Department of Obstetrics and Gynecology, Indiana University School of Medicine, Indianapolis, Indiana, USA.
MPH Program, Department of Public Health and Community Medicine, Tufts University School of Medicine, Michigan, USA.
Cochrane Database Syst Rev. 2021 Mar 11;3(3):CD001337. doi: 10.1002/14651858.CD001337.pub3.
Retained placenta is a common complication of pregnancy affecting 1% to 6% of all births. If a retained placenta is left untreated, spontaneous delivery of the placenta may occur, but there is a high risk of bleeding and infection. Manual removal of the placenta (MROP) in an operating theatre under anaesthetic is the usual treatment, but is invasive and may have complications. An effective non-surgical alternative for retained placenta would potentially reduce the physical and psychological trauma of the procedure, and costs. It could also be lifesaving by providing a therapy for settings without easy access to modern operating theatres or anaesthetics. Injection of uterotonics into the uterus via the umbilical vein and placenta is an attractive low-cost option for this. This is an update of a review last published in 2011.

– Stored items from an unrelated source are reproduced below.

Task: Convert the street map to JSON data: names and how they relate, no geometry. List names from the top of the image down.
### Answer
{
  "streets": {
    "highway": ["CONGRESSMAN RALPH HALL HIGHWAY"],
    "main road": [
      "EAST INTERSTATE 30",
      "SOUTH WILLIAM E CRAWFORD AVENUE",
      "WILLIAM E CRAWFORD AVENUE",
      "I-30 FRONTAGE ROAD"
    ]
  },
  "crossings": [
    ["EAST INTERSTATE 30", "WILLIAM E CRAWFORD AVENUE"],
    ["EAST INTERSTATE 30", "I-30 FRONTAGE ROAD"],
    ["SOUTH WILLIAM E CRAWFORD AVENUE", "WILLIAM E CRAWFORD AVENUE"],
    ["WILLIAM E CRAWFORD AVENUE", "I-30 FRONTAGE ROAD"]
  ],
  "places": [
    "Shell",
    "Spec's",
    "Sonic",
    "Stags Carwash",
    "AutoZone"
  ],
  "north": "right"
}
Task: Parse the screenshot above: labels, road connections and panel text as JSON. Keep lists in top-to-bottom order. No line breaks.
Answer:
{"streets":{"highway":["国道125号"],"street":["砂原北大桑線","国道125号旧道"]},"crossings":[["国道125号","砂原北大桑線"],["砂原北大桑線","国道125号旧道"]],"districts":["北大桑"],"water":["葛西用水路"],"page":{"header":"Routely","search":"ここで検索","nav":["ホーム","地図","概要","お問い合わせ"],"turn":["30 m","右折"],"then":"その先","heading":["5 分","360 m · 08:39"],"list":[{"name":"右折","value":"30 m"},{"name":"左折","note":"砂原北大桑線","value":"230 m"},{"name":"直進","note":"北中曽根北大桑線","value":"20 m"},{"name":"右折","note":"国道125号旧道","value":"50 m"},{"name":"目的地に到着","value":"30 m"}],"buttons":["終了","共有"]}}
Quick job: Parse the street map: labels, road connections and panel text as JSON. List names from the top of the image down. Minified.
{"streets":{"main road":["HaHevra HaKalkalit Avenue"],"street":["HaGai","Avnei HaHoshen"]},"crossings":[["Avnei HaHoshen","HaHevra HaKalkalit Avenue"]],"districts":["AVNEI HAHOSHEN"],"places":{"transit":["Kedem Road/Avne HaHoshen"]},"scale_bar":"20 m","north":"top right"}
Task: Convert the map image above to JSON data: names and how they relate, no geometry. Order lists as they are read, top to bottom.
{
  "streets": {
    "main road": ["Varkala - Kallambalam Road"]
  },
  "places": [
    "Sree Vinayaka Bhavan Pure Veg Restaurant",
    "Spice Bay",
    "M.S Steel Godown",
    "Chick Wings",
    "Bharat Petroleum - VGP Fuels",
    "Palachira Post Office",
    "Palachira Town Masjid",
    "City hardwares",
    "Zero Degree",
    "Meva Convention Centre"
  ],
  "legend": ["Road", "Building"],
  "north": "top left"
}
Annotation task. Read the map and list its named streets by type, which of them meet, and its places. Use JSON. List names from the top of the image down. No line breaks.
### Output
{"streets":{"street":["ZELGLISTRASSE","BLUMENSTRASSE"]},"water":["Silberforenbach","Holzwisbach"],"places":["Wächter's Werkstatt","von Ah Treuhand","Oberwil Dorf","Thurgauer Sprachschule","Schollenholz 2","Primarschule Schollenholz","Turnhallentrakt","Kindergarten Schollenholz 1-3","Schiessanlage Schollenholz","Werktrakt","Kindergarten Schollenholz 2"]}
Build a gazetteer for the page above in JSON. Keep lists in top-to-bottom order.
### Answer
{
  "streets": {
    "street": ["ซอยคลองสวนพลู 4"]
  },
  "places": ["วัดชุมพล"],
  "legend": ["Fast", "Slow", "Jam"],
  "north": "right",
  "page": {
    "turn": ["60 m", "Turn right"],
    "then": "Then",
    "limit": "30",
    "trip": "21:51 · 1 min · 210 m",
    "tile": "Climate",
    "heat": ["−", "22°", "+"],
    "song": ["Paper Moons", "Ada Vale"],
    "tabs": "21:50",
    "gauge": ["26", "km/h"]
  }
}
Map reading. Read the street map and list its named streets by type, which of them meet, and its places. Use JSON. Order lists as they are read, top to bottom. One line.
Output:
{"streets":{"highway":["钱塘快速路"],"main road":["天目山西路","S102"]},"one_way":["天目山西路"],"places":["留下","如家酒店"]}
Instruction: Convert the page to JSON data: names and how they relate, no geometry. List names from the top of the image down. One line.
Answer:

To assess the use of umbilical vein injection (UVI) of saline solution with or without uterotonics compared to either expectant management or with an alternative solution or other uterotonic agent for retained placenta.
For this update, we searched Cochrane Pregnancy and Childbirth's Trials Register, ClinicalTrials.gov, the WHO International Clinical Trials Registry Platform (14 June 2020), and reference lists of retrieved studies.
Randomised controlled trials (RCTs) comparing UVI of saline or other fluids (with or without uterotonics), either with expectant management or with an alternative solution or other uterotonic agent, in the management of retained placenta. We considered quasi-randomised, cluster-randomised, and trials reported only in abstract form.
Two review authors independently assessed trials for inclusion and risk of bias, extracted data, and checked them for accuracy. We assessed the certainty of the evidence using the GRADE approach. We calculated pooled risk ratios (RRs) and mean differences (MDs) with 95% confidence intervals (CIs), and presented results using 'Summary of findings' tables.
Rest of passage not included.